Don't Run with Scissors : Pruning Breaks
VLA Models but They Can Be Recovered

We propose \(\method\), a post-hoc, training-free recovery method that operates entirely in weight space and is agnostic to the pruning algorithm (see Figure 1). \(\method\) requires only the original dense model and its pruned counterpart, and incurs a one-time offline cost; no additional training is required.

Specifically, for each linear layer with dense weight matrix \( W_\mathrm{dense}\in\mathbb{R}^{d_\mathrm{out}\times d_\mathrm{in}} \) and its pruned version \(W_{\text{pruned}}\) (fixed, preserving the original 2:4/4:8 pattern), we define the gap matrix:

\[ W_\mathrm{gap} = W_\mathrm{dense} - W_\mathrm{pruned} \]

which captures lost information due to pruning. We then compute a truncated singular value decomposition (SVD) of the gap matrix:

\[ W_\mathrm{gap} = U \Sigma V^\top \approx U_r\Sigma_r V_r^\top \]

keeping the top \(r\) singular components. This is the best rank-\(r\) approximation to \(W_\mathrm{gap}\) in Frobenius norm.

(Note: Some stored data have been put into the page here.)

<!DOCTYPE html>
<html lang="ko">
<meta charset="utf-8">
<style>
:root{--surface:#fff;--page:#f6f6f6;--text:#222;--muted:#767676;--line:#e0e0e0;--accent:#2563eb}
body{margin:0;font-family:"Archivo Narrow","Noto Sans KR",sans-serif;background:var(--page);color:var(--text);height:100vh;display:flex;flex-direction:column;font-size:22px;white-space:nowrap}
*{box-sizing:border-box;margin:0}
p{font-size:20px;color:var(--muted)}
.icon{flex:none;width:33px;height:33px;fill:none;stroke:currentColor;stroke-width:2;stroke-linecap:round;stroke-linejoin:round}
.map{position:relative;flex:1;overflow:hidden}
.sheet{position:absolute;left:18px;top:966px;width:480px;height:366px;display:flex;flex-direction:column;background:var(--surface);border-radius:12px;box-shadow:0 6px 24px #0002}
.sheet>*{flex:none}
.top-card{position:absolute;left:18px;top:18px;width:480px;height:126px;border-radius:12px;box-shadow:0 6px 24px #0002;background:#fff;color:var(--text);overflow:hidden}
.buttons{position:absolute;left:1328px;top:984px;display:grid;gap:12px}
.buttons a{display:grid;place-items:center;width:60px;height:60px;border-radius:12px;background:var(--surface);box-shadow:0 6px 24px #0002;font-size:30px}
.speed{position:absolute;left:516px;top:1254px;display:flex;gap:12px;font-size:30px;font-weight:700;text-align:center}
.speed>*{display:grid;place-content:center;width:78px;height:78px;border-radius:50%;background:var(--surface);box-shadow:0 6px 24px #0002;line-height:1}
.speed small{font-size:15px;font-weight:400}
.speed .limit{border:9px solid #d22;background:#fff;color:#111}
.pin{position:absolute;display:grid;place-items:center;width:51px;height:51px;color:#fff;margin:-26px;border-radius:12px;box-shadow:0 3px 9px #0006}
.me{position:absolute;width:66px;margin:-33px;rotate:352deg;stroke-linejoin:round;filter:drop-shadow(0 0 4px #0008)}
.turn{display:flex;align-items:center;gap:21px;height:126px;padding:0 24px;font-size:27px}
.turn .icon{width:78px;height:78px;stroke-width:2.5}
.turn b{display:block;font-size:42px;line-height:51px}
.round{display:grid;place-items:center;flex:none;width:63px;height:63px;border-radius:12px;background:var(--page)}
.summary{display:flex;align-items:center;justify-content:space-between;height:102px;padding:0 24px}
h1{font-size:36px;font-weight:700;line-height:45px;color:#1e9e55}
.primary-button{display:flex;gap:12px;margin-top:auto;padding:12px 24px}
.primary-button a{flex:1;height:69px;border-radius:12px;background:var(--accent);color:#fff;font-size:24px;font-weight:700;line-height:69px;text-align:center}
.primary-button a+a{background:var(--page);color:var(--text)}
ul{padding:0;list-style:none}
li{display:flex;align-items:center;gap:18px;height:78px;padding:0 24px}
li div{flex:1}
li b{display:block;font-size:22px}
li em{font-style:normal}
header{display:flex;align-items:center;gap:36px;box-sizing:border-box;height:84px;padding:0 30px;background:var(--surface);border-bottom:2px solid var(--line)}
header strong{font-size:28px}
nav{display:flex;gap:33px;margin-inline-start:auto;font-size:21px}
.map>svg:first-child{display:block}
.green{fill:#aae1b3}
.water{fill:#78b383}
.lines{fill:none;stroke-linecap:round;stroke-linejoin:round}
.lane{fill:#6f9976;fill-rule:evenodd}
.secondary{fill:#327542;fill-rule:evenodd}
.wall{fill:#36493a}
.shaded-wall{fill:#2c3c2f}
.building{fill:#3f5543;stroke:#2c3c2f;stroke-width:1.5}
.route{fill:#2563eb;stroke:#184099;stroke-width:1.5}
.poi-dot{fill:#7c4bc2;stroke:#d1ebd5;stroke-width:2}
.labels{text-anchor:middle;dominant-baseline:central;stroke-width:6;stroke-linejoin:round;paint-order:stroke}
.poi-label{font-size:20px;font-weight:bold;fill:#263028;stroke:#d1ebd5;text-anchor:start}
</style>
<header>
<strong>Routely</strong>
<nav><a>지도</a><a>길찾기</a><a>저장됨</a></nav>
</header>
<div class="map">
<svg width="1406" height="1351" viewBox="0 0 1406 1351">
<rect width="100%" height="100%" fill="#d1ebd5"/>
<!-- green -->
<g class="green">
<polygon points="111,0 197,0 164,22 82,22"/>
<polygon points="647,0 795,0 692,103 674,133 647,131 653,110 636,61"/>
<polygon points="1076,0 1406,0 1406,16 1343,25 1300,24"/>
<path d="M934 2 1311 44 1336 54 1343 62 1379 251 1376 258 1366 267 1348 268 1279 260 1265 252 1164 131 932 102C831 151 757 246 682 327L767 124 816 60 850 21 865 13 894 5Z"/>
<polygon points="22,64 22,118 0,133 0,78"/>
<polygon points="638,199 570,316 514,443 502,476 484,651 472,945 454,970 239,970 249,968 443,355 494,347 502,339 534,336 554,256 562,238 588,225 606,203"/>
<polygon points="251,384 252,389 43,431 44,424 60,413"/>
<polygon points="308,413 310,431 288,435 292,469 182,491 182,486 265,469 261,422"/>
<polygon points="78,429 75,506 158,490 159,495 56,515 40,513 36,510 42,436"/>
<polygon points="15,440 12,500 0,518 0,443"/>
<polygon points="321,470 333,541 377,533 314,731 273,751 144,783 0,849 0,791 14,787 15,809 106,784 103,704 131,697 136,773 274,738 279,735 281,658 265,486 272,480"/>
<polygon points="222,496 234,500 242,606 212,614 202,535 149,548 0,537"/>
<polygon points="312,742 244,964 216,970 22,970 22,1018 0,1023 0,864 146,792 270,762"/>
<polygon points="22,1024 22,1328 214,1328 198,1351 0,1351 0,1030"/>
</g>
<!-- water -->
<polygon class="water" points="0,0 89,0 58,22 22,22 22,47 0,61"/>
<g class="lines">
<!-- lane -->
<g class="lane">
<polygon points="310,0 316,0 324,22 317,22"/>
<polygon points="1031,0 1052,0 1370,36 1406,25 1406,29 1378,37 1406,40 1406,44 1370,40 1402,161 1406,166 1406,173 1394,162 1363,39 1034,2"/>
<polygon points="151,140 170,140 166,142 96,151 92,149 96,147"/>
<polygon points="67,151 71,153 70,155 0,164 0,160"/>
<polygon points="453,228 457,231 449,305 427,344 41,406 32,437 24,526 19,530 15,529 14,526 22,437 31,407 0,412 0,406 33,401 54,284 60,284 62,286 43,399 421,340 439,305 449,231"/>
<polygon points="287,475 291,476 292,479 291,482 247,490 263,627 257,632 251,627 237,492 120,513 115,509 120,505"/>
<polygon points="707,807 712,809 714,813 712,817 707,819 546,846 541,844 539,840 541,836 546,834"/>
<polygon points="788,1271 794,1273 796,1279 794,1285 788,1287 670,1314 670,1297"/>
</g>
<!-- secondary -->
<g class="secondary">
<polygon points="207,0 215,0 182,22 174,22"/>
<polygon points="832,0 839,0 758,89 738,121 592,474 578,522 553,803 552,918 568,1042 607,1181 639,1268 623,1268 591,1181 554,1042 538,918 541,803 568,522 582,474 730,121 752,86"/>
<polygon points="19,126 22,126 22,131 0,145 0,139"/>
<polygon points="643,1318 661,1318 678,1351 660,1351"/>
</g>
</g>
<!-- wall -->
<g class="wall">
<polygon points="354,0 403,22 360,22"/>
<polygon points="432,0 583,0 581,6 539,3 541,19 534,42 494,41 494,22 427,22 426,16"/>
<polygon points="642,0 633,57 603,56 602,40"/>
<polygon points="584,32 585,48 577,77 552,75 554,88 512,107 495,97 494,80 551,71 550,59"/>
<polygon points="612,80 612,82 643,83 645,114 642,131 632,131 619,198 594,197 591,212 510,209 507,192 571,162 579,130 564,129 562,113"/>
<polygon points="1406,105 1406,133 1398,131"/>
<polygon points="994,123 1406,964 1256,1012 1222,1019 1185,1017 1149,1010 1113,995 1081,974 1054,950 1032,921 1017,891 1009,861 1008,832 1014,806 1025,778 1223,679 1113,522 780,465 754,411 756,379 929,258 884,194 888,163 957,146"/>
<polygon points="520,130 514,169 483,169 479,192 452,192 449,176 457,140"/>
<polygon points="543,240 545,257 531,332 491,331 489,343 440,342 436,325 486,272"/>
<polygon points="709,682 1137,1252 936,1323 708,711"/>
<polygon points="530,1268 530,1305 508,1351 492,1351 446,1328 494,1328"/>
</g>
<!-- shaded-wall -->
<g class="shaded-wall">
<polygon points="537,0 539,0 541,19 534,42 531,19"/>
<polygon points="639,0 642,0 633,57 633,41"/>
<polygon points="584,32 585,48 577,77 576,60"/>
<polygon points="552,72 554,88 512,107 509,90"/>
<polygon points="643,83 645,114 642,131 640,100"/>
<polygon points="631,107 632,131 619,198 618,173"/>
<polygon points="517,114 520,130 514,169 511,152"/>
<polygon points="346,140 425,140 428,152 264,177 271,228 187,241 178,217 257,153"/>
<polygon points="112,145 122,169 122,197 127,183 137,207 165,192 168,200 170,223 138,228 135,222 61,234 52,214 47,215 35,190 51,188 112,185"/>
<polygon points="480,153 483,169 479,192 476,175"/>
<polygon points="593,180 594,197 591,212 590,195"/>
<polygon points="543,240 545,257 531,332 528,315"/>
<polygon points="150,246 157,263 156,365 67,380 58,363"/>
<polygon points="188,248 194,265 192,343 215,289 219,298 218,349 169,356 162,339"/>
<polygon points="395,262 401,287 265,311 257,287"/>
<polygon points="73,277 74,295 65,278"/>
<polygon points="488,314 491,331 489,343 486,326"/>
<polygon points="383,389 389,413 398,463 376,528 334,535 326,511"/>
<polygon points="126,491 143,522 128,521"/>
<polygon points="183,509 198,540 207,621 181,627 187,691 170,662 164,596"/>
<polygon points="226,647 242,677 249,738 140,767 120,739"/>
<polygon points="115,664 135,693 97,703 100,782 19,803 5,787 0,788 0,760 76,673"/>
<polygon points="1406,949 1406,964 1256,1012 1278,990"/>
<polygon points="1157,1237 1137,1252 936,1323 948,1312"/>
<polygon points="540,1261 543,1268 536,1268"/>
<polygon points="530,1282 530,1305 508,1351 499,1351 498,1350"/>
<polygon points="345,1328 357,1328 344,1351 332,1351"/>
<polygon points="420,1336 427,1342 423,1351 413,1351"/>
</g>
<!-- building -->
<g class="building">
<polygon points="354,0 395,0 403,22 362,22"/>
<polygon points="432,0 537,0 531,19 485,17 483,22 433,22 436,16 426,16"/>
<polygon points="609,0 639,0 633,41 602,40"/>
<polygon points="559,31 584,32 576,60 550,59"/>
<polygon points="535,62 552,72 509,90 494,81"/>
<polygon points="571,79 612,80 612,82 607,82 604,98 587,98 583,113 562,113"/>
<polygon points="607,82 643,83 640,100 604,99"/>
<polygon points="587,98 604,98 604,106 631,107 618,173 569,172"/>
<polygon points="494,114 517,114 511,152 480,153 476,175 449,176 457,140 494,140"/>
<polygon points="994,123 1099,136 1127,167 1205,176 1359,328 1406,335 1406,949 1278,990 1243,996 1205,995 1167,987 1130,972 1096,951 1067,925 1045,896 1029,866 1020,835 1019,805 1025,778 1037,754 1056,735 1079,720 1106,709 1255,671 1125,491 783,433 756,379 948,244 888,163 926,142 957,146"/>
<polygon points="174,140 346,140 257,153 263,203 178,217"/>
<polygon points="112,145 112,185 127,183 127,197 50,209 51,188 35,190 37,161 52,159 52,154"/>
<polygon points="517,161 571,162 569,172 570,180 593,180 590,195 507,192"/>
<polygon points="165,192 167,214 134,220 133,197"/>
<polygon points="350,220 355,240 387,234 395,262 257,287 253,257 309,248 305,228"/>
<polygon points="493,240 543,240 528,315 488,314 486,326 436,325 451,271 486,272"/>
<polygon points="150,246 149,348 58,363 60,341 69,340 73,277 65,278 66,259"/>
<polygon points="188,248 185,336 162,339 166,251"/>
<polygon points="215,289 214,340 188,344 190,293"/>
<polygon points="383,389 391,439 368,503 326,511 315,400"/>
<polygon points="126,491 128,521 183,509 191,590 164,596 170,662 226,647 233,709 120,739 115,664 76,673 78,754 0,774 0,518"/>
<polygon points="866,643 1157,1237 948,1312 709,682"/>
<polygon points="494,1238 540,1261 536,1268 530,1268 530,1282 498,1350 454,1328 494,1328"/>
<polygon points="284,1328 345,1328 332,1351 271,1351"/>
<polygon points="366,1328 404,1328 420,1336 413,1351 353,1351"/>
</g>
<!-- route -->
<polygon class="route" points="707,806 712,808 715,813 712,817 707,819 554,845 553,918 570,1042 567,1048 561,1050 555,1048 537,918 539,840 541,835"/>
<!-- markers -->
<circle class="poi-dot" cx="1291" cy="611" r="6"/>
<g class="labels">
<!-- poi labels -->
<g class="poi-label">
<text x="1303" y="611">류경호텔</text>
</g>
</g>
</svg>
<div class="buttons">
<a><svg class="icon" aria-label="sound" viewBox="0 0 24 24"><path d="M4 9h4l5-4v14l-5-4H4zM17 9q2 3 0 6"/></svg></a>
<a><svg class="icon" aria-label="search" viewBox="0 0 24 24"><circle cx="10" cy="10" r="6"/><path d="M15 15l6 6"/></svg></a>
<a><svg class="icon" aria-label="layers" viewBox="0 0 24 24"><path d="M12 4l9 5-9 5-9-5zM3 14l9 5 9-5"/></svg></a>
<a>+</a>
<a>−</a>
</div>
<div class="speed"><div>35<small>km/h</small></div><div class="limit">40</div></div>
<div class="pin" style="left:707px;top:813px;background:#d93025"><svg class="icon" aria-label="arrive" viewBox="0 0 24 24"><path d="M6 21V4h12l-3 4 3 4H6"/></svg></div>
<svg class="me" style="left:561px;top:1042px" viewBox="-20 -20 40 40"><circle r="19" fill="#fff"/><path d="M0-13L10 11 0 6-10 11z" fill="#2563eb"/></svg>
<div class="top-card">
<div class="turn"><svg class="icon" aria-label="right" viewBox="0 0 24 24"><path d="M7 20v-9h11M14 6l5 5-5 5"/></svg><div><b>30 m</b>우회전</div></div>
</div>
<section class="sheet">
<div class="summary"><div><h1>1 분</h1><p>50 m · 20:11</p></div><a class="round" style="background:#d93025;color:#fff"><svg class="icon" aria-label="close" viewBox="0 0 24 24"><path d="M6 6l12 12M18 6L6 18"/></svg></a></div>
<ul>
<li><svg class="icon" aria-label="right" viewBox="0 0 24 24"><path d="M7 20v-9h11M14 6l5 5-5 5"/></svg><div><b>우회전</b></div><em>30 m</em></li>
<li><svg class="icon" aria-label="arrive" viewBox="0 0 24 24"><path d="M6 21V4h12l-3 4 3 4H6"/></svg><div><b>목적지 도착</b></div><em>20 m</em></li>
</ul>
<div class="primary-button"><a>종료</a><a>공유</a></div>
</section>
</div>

For memory and speed, we fold the singular values into one term so that only two compact matrices need to be stored:

\[ A = U_r \Sigma_r \in \mathbb{R}^{d_\mathrm{out}\times r}, \quad B = V_r \in \mathbb{R}^{d_\mathrm{in} \times r} \]

During inference, \(\method\) adds a lightweight correction around each pruned layer:

\[ h(x) = W_\mathrm{pruned} x + A(B^\top x) \]

which re-injects the dominant lost directions at low cost while leaving \(W_\mathrm{pruned}\) unchanged, thereby preserving the efficiency gains of structured sparsity with a minimal overhead addition from the correction term. The extra compute from this correction is:

\[ \underbrace{W_\mathrm{pruned} x}_{\text{efficient sparse matmul}} + \underbrace{B^{\top} x}_{\mathcal{O}(d_{\mathrm{in}}\,r)} + \underbrace{A(\,\cdot\,)}_{\mathcal{O}(d_{\mathrm{out}}\,r)}, \]

or \(\mathcal{O}((d_\mathrm{in}+d_\mathrm{out})r)\) on top of the sparse matrix multiplication, versus \(\mathcal{O}(d_\mathrm{in}d_\mathrm{out})\) for the dense layer. Our correction adds only \((d_\mathrm{in}+d_\mathrm{out})r\) extra parameters per layer, which is small compared to \(d_\mathrm{in}d_\mathrm{out}\) in the dense case. With \(r \ll \min\{d_\mathrm{in}, d_\mathrm{out}\}\), \(\method\) preserves the efficiency gains of structured 50% sparsity.

Comparison of a GLUESTICK recovered model and a Pruned model on robotic Manipulation and Navigation tasks. Each pair demonstrates success and safety (GLUESTICK) versus failure and unsafe behavior (Pruned).

Our method recovers task success rates and reduces safety violations across VLA architectures (OpenVLA, WorldVLA, and NaVILA) and domains (Manipulation and Navigation), while maintaining pruning efficiency.

On the VLN-CE-Isaac benchmark, GLUESTICK restores all of the lost success rate, demonstrating its effectiveness in recovering navigation behavior. This recovery is not limited to task completion, GLUESTICK also restores path length and final distance-to-goal, matching the behavior of the original model. Importantly, it also restores safety to the level of the original model while maintaining competitive memory efficiency.